* _REQUIRED WORK_:
Search the records that follow and extract every line containing the string "nowrap".

* _INPUT FOR THIS TASK_:
....

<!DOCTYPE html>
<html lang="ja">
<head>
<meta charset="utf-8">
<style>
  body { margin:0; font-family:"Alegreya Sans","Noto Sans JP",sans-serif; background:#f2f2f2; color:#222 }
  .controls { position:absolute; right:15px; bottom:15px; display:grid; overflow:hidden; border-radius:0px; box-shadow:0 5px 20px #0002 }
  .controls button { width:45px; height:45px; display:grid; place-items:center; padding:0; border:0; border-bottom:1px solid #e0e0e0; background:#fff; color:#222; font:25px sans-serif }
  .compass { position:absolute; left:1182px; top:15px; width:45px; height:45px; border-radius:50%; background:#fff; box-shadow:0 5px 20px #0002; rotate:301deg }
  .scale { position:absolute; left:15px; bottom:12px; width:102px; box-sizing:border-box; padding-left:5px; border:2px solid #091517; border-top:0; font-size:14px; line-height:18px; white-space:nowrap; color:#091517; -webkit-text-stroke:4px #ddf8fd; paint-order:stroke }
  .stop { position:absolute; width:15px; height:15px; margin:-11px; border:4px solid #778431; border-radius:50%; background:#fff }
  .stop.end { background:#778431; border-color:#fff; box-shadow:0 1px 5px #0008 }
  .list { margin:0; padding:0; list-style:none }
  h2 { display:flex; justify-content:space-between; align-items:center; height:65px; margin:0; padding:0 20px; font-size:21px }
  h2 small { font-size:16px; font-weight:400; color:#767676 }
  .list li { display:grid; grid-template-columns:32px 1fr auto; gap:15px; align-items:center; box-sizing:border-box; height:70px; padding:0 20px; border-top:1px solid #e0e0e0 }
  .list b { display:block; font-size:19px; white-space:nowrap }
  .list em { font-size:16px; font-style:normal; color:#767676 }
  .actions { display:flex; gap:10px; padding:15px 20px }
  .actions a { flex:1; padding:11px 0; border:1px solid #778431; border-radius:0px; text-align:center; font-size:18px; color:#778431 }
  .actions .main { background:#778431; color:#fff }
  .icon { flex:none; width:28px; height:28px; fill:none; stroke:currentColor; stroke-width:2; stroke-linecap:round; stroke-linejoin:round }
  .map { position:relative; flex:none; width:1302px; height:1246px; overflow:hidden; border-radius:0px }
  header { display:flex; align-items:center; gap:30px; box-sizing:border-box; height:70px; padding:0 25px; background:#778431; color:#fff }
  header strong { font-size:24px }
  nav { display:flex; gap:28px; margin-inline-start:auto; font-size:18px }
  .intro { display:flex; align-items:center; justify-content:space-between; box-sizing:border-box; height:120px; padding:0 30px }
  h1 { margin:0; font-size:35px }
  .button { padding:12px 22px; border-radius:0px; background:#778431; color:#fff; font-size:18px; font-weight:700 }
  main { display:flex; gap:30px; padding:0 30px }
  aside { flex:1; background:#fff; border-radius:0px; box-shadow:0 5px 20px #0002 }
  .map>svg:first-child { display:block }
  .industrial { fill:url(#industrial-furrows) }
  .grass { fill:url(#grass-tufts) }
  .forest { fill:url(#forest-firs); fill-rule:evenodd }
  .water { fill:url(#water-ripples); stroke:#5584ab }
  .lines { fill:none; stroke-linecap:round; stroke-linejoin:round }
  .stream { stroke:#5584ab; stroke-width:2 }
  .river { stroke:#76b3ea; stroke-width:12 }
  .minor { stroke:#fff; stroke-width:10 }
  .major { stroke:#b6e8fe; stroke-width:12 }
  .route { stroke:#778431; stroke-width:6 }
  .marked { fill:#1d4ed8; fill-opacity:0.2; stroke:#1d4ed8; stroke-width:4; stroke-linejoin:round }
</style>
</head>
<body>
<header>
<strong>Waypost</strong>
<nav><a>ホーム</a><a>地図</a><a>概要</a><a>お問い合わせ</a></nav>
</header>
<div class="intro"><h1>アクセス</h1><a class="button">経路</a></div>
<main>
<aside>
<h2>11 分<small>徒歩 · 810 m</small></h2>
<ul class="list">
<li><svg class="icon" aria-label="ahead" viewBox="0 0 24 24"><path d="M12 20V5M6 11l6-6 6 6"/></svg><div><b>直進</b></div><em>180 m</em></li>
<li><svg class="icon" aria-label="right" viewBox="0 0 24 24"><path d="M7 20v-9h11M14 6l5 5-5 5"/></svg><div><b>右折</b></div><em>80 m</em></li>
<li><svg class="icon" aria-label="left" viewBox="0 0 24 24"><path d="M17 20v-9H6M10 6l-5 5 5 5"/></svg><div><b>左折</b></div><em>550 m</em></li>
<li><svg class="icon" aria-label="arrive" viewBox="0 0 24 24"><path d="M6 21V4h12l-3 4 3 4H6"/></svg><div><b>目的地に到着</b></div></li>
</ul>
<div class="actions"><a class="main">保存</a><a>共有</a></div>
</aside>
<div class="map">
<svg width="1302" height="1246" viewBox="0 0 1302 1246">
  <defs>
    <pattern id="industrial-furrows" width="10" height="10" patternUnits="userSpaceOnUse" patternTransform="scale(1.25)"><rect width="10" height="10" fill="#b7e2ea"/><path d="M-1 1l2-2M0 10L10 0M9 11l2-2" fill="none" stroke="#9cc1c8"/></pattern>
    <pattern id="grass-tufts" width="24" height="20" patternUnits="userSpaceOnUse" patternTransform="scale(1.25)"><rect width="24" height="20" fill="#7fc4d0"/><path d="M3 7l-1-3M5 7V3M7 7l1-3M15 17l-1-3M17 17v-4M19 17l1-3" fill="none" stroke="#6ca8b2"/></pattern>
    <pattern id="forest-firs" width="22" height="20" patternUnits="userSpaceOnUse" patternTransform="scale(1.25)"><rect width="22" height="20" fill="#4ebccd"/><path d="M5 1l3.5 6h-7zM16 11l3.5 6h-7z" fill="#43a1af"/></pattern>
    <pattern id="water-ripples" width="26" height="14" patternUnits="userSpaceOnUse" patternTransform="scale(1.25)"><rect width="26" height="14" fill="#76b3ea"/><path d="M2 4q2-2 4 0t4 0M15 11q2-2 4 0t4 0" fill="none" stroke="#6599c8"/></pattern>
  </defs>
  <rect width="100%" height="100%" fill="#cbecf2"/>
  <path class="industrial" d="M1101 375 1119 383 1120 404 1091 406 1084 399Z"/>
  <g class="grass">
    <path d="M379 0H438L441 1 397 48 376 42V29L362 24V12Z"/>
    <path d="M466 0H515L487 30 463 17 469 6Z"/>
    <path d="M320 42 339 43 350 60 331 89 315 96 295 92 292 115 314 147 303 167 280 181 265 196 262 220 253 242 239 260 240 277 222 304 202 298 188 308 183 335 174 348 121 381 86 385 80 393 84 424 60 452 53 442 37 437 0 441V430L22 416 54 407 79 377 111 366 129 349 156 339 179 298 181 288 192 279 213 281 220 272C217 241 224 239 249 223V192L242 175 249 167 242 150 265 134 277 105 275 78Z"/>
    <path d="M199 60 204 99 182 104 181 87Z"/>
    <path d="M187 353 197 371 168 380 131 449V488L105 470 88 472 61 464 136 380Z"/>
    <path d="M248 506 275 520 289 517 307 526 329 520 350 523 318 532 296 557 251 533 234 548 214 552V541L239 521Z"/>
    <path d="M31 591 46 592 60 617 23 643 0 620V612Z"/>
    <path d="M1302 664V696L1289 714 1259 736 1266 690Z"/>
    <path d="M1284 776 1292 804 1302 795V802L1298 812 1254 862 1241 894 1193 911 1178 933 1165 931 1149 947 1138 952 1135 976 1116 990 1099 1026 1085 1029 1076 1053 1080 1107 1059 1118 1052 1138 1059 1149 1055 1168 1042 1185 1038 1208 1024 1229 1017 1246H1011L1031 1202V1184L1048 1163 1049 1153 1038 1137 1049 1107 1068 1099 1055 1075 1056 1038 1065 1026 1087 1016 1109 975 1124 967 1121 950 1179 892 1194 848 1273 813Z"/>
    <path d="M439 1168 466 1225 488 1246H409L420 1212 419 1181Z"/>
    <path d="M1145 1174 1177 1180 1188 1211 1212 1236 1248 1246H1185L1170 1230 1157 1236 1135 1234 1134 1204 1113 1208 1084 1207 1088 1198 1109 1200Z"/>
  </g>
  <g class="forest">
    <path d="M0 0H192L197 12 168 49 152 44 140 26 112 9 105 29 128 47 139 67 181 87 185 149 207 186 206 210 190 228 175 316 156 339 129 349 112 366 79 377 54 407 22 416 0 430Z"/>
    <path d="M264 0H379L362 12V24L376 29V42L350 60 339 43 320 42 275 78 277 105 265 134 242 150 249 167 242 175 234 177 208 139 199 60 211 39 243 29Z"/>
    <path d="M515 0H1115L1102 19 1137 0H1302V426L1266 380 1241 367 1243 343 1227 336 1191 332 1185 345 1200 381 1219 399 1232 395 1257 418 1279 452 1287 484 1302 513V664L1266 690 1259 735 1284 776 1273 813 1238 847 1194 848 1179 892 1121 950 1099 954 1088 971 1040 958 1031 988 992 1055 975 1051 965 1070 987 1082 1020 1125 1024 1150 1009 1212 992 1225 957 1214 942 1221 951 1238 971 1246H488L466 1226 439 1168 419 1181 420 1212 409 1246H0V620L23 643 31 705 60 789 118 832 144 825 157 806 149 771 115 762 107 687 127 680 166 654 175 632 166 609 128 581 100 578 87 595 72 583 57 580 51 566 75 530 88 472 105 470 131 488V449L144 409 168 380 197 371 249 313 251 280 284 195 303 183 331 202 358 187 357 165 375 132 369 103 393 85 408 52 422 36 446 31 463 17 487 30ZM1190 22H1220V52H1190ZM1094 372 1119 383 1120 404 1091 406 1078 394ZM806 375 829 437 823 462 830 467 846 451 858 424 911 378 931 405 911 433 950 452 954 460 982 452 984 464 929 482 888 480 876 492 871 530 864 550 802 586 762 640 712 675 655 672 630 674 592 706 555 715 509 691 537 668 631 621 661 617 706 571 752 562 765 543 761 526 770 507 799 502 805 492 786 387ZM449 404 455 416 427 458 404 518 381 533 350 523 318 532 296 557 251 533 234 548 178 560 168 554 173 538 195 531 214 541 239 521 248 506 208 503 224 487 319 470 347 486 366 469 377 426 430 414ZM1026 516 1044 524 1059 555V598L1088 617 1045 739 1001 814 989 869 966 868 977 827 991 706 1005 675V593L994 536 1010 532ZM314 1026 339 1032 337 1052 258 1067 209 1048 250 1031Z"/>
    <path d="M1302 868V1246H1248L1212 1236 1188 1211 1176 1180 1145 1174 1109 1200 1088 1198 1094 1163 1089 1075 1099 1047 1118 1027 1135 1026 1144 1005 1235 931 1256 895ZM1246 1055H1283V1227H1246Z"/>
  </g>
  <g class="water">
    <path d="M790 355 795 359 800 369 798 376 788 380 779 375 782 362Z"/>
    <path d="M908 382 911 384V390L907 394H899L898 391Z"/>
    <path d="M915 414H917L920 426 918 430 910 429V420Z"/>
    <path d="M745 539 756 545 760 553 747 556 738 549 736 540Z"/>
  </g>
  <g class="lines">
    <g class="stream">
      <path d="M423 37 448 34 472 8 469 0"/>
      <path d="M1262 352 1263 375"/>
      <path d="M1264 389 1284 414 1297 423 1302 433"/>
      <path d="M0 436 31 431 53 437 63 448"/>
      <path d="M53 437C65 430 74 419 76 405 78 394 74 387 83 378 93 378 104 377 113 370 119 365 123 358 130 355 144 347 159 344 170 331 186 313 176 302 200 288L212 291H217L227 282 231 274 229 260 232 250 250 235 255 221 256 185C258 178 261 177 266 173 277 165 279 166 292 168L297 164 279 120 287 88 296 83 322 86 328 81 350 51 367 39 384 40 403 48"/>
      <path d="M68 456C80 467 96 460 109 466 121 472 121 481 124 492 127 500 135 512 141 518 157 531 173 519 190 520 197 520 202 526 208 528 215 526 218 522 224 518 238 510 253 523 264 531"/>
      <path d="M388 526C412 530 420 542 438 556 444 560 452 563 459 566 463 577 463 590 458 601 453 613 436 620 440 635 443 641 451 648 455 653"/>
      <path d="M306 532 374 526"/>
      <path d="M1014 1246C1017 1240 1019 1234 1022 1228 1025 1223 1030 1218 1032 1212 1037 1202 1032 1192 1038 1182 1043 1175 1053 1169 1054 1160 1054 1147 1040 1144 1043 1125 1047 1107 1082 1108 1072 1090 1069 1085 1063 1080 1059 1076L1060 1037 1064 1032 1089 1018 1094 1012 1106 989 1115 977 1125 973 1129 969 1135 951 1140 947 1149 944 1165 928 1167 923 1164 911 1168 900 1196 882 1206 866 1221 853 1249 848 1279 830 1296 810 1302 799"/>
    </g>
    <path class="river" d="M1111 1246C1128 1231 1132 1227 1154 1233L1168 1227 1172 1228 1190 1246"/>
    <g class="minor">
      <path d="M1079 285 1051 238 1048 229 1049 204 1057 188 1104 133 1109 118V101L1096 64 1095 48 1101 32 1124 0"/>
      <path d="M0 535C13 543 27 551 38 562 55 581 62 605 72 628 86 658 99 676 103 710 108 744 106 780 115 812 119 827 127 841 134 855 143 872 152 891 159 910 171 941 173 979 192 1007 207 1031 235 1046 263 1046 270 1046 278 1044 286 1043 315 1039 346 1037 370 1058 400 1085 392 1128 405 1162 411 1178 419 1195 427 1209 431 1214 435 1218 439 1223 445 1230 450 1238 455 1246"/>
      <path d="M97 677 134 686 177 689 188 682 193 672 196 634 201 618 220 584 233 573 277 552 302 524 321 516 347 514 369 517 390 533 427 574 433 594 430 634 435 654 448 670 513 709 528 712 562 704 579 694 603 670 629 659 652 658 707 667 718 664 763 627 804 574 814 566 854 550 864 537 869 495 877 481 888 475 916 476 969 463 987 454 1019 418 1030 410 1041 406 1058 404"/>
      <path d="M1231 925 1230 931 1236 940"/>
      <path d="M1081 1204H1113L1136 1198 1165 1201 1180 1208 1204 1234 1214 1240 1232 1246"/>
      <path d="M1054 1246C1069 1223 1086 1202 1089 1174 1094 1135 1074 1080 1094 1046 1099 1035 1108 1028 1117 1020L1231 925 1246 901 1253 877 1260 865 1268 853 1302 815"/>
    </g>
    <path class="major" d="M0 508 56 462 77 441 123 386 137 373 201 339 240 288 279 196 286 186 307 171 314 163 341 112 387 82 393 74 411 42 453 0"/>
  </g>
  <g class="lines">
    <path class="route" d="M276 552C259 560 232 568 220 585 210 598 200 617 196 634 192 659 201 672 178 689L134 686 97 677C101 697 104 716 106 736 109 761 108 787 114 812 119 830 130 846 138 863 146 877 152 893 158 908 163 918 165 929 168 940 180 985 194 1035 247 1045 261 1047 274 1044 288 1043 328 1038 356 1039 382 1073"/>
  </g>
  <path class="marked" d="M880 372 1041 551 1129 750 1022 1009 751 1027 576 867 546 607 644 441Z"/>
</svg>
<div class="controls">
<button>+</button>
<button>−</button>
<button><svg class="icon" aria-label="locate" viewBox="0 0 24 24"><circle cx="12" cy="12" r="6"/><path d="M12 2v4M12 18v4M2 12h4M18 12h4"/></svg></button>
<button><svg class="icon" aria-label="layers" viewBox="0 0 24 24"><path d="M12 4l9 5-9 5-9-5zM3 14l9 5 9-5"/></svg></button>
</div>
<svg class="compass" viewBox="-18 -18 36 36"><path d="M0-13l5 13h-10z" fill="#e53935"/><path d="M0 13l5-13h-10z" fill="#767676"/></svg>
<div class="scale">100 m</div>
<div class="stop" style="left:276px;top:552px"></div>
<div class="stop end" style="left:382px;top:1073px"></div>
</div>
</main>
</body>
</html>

....

* _ANSWER TO THE EXERCISE_:
  .scale { position:absolute; left:15px; bottom:12px; width:102px; box-sizing:border-box; padding-left:5px; border:2px solid #091517; border-top:0; font-size:14px; line-height:18px; white-space:nowrap; color:#091517; -webkit-text-stroke:4px #ddf8fd; paint-order:stroke }
  .list b { display:block; font-size:19px; white-space:nowrap }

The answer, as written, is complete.